Re “Moments of change” by Noel Neuburger (SN&R Feature, March 10):
I dig the “Moments of change” story. As an artist, I know and dig Lawrence Dinkins Jr., and I was touched by his testimonial.
Keep telling the stories of Sactown’s greatest commodity: the people.
Jon Gutierrez
Sacramento
Beer bad
Re “Brew your homework” by Becca Costello (SN&R Beer Week Guide, February 24):
I read with some incredulity that “UC Davis professor Charles Bamforth helps students major in beer.” Certainly, the irony was not lost on your editorial oversight.

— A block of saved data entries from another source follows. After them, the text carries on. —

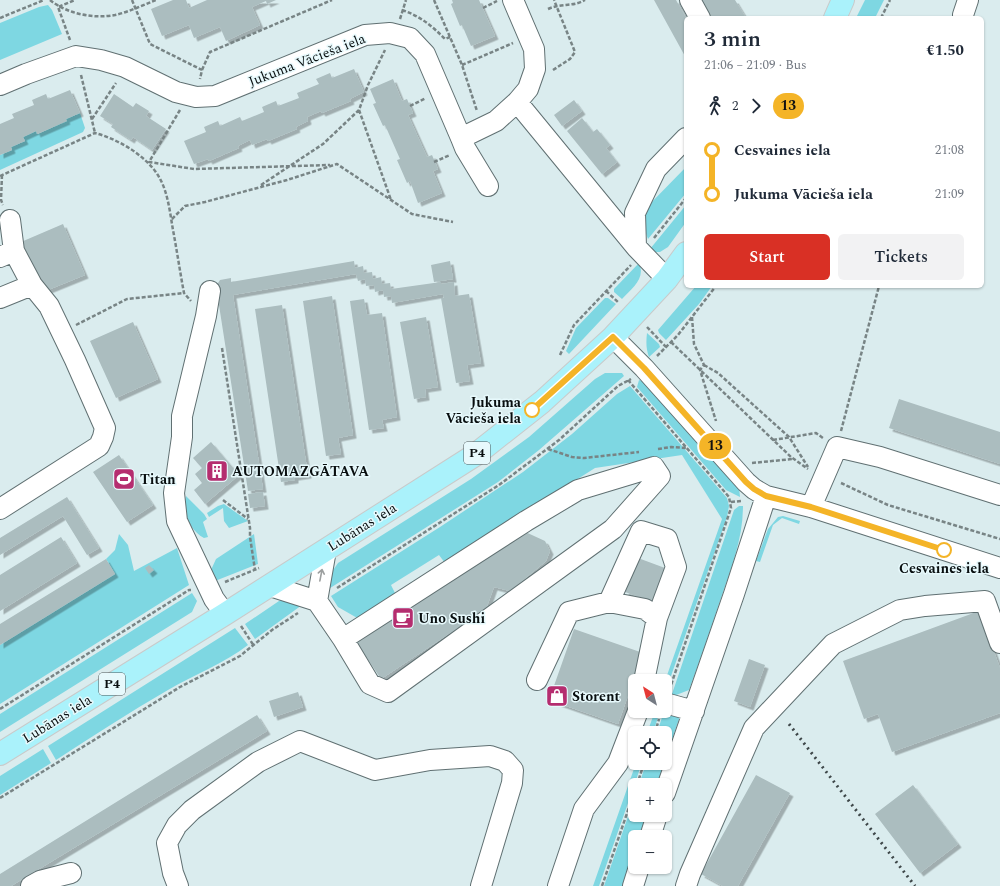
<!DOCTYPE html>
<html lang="en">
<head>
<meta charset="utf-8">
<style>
	body { margin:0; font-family:Spectral,serif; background:#f2f2f3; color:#1f2937; height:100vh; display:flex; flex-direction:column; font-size:15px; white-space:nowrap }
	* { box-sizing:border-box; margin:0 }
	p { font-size:13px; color:#747a83 }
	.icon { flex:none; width:22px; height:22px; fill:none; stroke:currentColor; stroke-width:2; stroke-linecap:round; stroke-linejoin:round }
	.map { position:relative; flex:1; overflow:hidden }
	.panel { position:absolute; left:684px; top:16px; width:300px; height:272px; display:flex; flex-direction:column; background:#fff; border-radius:6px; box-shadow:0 1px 3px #0004 }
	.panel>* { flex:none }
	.badge { padding:0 8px; border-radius:13px; font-size:14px; line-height:26px }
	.needle { width:26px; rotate:324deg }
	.tools { position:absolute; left:628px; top:674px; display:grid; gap:8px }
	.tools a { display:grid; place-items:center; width:44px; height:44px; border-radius:6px; background:#fff; box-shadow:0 1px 3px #0004; font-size:20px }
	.map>.badge { position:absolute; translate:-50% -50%; box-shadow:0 0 0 2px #fff }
	.legs { display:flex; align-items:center; gap:6px; height:44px; padding:0 20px; font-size:13px }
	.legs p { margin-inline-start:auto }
	.headline { display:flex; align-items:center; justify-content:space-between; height:68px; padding:0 20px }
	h1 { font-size:22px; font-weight:600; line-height:30px }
	.primary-button { display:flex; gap:8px; margin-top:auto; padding:8px 20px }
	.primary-button a { flex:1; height:46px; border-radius:6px; background:#d93025; color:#fff; font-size:16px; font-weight:600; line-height:46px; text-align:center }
	.primary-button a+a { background:#f2f2f3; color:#1f2937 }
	ul { padding:0 20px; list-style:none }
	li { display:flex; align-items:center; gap:14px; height:44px; font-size:15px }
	li i { display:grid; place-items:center; width:6px; height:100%; margin:0 5px; background:currentColor }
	li i::after { content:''; width:10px; height:10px; margin:-5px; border:3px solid; border-radius:50%; background:#fff }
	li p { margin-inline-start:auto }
	li:first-child i { background:linear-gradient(#0000 50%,currentColor 0) }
	li:last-child i { background:linear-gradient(currentColor 50%,#0000 0) }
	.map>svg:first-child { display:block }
</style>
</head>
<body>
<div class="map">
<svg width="1000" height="886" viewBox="0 0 1000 886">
	<defs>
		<filter id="shadow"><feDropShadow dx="3.5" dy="3.5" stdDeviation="0" flood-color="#0004"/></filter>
	</defs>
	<rect width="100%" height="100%" fill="#daecee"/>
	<path fill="#7ed7e2" d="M 865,0 L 884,0 L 875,18 L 856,18 Z
		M 48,5 L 52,10 L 62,34 L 0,60 L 0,23 L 39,7 Z
		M 80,113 L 85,128 L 83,132 L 0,170 L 0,155 L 12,150 L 11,147 L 25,141 L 23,137 L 36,131 L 38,134 L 66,121 L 66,119 Z
		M 686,167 L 686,193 L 648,239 L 641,220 L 645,209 Z
		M 686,205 L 686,222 L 668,247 L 660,252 L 653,252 L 650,249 Z
		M 639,263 C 646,279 632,288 622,299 L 614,292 L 614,289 Z
		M 696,286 L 712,286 L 699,304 L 666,340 L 659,333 L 658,330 Z
		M 605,298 L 608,298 L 616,304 L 569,354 L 566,351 L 576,328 Z
		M 647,333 L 659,344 L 660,347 L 649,357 C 646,349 646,342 647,333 Z
		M 605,373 L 622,373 L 624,376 L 539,450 L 498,482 L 327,590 L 327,579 L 338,563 L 471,479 L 529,437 L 595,379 Z
		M 639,380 L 647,383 L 739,487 L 740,497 L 726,490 L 637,387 Z
		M 630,386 L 727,498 L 729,506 L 727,517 L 665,693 L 665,681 L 722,519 L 682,455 L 595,468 L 445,563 L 439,555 L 391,585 L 396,595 L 359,619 L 338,607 L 331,596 L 440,527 L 523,472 L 572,434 L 617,394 Z
		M 186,496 L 204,514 L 207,519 L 203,522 L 208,537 L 204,538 C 190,531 182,511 186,496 Z
		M 224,504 L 248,521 L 229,528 L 224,521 L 223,508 L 209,517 L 207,513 L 218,506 Z
		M 739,506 L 743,506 C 743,539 731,569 720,601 C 710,631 700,660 689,690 L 671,697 L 734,510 Z
		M 783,516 L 800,521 L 799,524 L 782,518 L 773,525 L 760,562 L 756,561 L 768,529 L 778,517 Z
		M 119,534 L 128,545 L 134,571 L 177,548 L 189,585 L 0,704 L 0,645 L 115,574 L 106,559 L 115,550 Z
		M 254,534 L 258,564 L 215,581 L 211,570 L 216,559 Z
		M 192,593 L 197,601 L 192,612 L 0,732 L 0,714 Z
		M 289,599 L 302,605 L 255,639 L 245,624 L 279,601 Z
		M 235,628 L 248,645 C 225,663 193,675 168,690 C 130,712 93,736 56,760 L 48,746 Z
		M 655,711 L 660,711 L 653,733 L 647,733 Z
		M 664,711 L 680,716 L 665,760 L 665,733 L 657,733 Z
		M 43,749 L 51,763 L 0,795 L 0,776 Z
		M 636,763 L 642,763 L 599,886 L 593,886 Z
		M 646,763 L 664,763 L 657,785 L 639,785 Z
		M 635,796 L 635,815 L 646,815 L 639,837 L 635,837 L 635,848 L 622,886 L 604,886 Z"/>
	<path fill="#abbdbf" filter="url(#shadow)" d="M 173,0 L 186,0 L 189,8 L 207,0 L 276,0 L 267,4 L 266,1 L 252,7 L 260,25 L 226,41 L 220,27 L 194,38 L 189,25 L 162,36 L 151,9 Z
		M 452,0 L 479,0 L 495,36 L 471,46 L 462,25 L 460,26 L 451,4 L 453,3 Z
		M 654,0 L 676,0 L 686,18 L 686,58 Z
		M 701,0 L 735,0 L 746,18 L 711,18 Z
		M 354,69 L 364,92 L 350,99 L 351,101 L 322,113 L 321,111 L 307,117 L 308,121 L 296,127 L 297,129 L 268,141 L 267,139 L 252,145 L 250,140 L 238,146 L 239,148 L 209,161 L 208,159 L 194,164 L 184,141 L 206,132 L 204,127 L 218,121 L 220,126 L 240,117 L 242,121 L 264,112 L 262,107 L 276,101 L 278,106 L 299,98 L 297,93 L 319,84 L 316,79 L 330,73 L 332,78 Z
		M 393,79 L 402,101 L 407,99 L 413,113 L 408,115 L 427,157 L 432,155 L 438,169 L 433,171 L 442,193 L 418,203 L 410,181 L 407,183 L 397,160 L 400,159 L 385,125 L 383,126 L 373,104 L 376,103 L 370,89 Z
		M 70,90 L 80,113 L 66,119 L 67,121 L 37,134 L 36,131 L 23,137 L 25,141 L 11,147 L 12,150 L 0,155 L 0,124 L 14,118 L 12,114 L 34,105 L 32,100 L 46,94 L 48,99 Z
		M 114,94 L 133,107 L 136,103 L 149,111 L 146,116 L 166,129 L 152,150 L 133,137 L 131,140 L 111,127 L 113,124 L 100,116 Z
		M 574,100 L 582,111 L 562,126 L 554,115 Z
		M 582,118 L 593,132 L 597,129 L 610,145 L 606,148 L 617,162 L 602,174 L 567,131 Z
		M 63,224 L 85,275 L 43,292 L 21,242 Z
		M 354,261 L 355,268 L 363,266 L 364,273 L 372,272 L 373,279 L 381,277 L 382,284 L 390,283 L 391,289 L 441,282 L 441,284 L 454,282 L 455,296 L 469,294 L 481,363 L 467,365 L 470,381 L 456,383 L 441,298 L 444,298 L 443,294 L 392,303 L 391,296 L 384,297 L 383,290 L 375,292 L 374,285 L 366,286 L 365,279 L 358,281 L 356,274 L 233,295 L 263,489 L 248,491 L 216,286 L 220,280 L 231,278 L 231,282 Z
		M 450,261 L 453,279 L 434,282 L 431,265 Z
		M 332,296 L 353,435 L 338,438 L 341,454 L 326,456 L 303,301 Z
		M 364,299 L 367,315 L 382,313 L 397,417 L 382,420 L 384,428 L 369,430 L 350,301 Z
		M 282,305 L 308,475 L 295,477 L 295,480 L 281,482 L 255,309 Z
		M 426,317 L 438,387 L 425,389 L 426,397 L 414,399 L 400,322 Z
		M 133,322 L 158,379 L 116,398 L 90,341 Z
		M 899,399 L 1000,432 L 1000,464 L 889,428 Z
		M 211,442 L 239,475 L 205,504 L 194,490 L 202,483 L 195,474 L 202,468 L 193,458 Z
		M 119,455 L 153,505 L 127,522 L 93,472 Z
		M 263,492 L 265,506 L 250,508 L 248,494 Z
		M 67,497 L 99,548 L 87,555 L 63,516 L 0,555 L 0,538 Z
		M 521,530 L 545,541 L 550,551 L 546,561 L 510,591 L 494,587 L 486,609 L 381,679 L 355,640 L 406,605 L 409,609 Z
		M 61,537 L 77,563 L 0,611 L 0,575 Z
		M 638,558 L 665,568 L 653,602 L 625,592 Z
		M 106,559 L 115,574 L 0,645 L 0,624 Z
		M 149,565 L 154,570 L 149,574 L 145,568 Z
		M 979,611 L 1000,668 L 1000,713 L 892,752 L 878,714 L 864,719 L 843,661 Z
		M 574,629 L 643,653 L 618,724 L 549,700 Z
		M 749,659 L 765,665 L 750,707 L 734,701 Z
		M 298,692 L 303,707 L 274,717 L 269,701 Z
		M 257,715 L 267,731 L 11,886 L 0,886 L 0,874 Z
		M 756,775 L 790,793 L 738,886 L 723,886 L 701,874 Z
		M 913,785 L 958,844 L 920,873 L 875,814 Z"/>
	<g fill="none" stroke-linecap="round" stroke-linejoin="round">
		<g stroke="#607072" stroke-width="22">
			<path id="minor" d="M 690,0 L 700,18
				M 963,15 L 968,0
				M 0,85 L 26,74 L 76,56 L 101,60 L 125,67 L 176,92 L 196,97 L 215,96 L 365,35 L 390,33 L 410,38 L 425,54 L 461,138 L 496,121 L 517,102 L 528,89 L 535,69 L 534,49 L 513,0
				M 517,102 L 636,247 L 667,279
				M 461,138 L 465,148 L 488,186
				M 636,247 L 635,213 L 656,169 L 686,138
				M 0,257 L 14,251 L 10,220
				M 210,291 L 206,316 L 182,416 L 182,437 L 174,493 L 177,521 L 214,599 L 225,614
				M 0,298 L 32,285
				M 613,337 L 644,368 L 746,482 L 754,489 L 766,496 L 811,507 L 1000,568
				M 811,507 L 837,447 L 880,457 L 1000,495
				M 0,509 L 99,446 L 103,437 L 105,428 L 75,360 L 49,306 L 32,285 L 14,251
				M 270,586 L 317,601 L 343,639 L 370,684 L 388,692 L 613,529 L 660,476 L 654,467 L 578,490 L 526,521 L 343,639
				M 317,601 L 326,550
				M 609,602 L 641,531 L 667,539 L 676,567 L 657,618 L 644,681
				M 537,680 L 569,612 L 609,602 L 645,609 L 657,618
				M 665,703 L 694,711
				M 665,793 L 734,594 L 766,496
				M 650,837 L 657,815
				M 31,886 L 40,881 L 71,873
				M 178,886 L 173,873 L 167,843 L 177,825 L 192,810 L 258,762 L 300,741 L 375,770 L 430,760 L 490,756 L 505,761 L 513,770 L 512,783 L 481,886
				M 558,886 L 584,809 L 618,763 L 638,711
				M 633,886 L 639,867
				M 686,886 L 690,874 L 754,728 L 833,644 L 900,610 L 925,606 L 985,601 L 1000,643"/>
		</g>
		<g stroke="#c9caca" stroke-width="24">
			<path id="major" d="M 835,18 L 843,0
				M 0,754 L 225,614 L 475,455 L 542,402 L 613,337 L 667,279 L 686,253"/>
		</g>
		<path stroke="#788485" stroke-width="2.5" stroke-dasharray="4 2" stroke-linecap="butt" d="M 50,0 C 67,14 94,19 115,15 C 129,12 143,5 156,0
			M 132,0 L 150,44 L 202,70 L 200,79
			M 434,0 L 462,65 L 477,111
			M 483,8 L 497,1
			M 548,9 C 561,3 573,7 585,0
			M 402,10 C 420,16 432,26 445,39 L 450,37
			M 0,18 L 44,0
			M 881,18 L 890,0
			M 400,19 L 406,0
			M 70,40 L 58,7 L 75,0
			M 462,65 L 513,43
			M 202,70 L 210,52 L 332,0
			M 553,70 L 570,59 L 575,52 L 554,0
			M 81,75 L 95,133
			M 410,106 L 426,98
			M 180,110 L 149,162 L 194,169 L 330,165
			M 359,110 L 391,200
			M 92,119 L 116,83
			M 434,162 L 450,155
			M 2,175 L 1,200 L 3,205
			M 0,176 L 95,133 C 118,139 147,156 159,177 C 168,192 170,213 173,230 C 177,251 180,272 184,293 L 191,301
			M 261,185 L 323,144 L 359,110 L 368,85 L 385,50
			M 172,219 L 185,206 L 205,202 L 287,180 L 337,164 L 412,214 L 453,222
			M 654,238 L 686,198
			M 606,291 L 618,302
			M 692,317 L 694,344 L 704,365 L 700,370 L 716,421
			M 76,325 L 127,299 L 184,293
			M 647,327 L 666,347
			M 671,342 L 791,457 L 808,469
			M 222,348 L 250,528 L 250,537 L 255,570
			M 560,355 L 574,325 L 631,265
			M 657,356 L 678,335 L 716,286
			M 704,365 L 718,373 L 789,437 L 808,467
			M 628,380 L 729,497 L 731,508 L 670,688
			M 841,431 L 879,286
			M 773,440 L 816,433 L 823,438
			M 548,449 L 572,457 L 584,458 L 639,452
			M 658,449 L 671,447 L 687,448
			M 752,463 L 793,459
			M 841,483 L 888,505 L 1000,539
			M 223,500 L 248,519
			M 731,502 L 741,501
			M 225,582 L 259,568
			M 337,588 L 499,485 L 559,440 L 618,386 L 631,379
			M 241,626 L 254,646
			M 0,709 L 189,590 L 191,590
			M 655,733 L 659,719
			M 637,785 L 644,763
			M 0,798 L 180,687 L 240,656 L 272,630 L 298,613
			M 602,886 L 635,790"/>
		<use href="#minor" stroke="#fff" stroke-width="20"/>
		<use href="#major" stroke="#aaf2fb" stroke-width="22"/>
		<path stroke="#3e4749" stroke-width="3" stroke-dasharray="2 4" stroke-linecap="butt" d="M 789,724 L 915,886"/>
	</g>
	<defs><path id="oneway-shaft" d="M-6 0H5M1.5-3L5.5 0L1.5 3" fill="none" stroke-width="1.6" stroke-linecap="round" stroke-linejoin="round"/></defs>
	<use stroke="#9c9f9f" href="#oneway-shaft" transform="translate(321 575) rotate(-79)"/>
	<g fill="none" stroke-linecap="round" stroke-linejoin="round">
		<g stroke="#fff" stroke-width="9">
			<path id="line-1" d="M 532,410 L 613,337 L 644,368 L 746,482 L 754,489 L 766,496 L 811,507 L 944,550"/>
		</g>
		<use href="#line-1" stroke="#f4b427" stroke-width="6"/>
	</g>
	<defs>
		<g id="building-square" transform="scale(1.15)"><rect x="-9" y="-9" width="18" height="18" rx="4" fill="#b52d6f" stroke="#e7f9fc"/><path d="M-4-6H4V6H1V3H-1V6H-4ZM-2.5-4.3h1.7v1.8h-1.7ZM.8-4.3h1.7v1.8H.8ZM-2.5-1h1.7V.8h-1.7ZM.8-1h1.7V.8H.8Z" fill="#fff"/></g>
		<g id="stadium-square" transform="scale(1.15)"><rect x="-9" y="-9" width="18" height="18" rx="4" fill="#b52d6f" stroke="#e7f9fc"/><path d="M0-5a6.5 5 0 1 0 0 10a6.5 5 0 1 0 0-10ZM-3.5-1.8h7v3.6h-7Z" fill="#fff"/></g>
		<g id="cafe-square" transform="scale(1.15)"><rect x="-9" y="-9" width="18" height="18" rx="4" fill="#b52d6f" stroke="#e7f9fc"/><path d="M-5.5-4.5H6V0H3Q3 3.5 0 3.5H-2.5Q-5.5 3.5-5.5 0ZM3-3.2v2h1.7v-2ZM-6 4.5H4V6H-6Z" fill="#fff"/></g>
		<g id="shop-square" transform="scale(1.15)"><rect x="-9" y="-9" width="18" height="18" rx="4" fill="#b52d6f" stroke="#e7f9fc"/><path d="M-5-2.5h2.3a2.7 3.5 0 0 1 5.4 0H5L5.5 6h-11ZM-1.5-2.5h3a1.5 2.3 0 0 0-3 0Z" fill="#fff"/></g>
	</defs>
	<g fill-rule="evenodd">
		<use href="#building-square" x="217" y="471"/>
		<use href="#stadium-square" x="124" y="479"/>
		<use href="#cafe-square" x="403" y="618"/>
		<use href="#shop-square" x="557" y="696"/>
	</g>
	<g fill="#fff" stroke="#f4b427" stroke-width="2">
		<circle cx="532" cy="410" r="7"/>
		<circle cx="944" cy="550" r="7"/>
	</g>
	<g text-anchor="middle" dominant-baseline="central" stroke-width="3" stroke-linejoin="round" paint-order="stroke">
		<g fill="#e7f9fc" stroke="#4b5456" stroke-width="1">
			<rect x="464" y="442" width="26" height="22" rx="3"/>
			<rect x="99" y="673" width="26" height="22" rx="3"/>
		</g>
		<g font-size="13" font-weight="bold" fill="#080e0f">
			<text x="477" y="453">P4</text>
			<text x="112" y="684">P4</text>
		</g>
		<g font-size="14" fill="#080e0f" stroke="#e7f9fc">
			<text transform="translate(307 60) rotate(-21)">Jukuma Vācieša iela</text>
			<text transform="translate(362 527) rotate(-32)">Lubānas iela</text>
			<text transform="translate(57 719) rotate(-32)">Lubānas iela</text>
		</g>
		<g font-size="14" font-weight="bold" fill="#080e0f" stroke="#e7f9fc" text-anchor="end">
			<text x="521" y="402">Jukuma<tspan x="521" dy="16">Vācieša iela</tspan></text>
			<text x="944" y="568" text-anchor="middle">Cesvaines iela</text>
		</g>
		<g font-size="14" font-weight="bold" fill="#080e0f" stroke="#e7f9fc" text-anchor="start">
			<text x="232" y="471">AUTOMAZGĀTAVA</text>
			<text x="140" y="479">Titan</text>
			<text x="418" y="618">Uno Sushi</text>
			<text x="572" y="696">Storent</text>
		</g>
	</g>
</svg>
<div class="tools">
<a><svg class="needle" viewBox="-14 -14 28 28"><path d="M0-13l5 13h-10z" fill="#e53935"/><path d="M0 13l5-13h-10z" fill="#747a83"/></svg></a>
<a><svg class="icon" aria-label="locate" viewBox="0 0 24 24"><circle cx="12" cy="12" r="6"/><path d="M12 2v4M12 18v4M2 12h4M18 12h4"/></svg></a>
<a>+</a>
<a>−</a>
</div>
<b class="badge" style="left:715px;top:446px;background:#f4b427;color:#111">13</b>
<section class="panel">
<div class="headline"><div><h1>3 min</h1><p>21:06 – 21:09 · Bus</p></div><b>€1.50</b></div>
<div class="legs"><svg class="icon" aria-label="walk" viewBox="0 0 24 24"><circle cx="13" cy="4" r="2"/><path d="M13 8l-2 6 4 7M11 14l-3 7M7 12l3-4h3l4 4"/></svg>2<svg class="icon" aria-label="forward" viewBox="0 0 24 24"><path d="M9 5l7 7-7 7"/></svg><b class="badge" style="background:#f4b427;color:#111">13</b></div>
<ul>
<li><i style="color:#f4b427"></i><b>Cesvaines iela</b><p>21:08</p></li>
<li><i style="color:#f4b427"></i><b>Jukuma Vācieša iela</b><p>21:09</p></li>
</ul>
<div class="primary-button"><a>Start</a><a>Tickets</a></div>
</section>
</div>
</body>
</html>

Alcohol abuse is considered by many public-health and law-enforcement officials to be the No. 1 contributor to crime and violence today. Alcohol is considered a “gateway” substance to more serious drug and substance abuse by new users. Abuse of alcohol by college students ranks among the greatest obstacles to graduating, prospering and fulfilling life’s goals and dreams. It’s the great “inhibitor.”
Where was the editorial balance in this interview? How can Dr. Bamforth advocate responsible drinking, health and mindfulness with a straight face while being an endowed chair of one of the largest makers of alcohol in the world and one of the largest “microbreweries” in the West?
He’s written 11 books on the subject of beer? Kudos! How about one on the negative effects of alcohol abuse on campuses? Or what happens to those who lose a loved one to drunk driving or fatal alcohol intoxication? Or even one about chronic alcoholism as a public health risk among those who believe there “is beauty and poetry in beer”?
Unfortunately, Dr. Bamforth is given free license to preach and advocate the so-called health benefits of beer both in writing and at UC Davis without proper editorial balance on the financial, health and emotional devastation caused by excess beer drinking.
Believe me, the long-term negative health effects of alcohol far outweigh any beneficial health effects claimed by “expert” beer masters and educators. The unfortunate proof is everywhere around us—on the streets, in the news and amongst our families.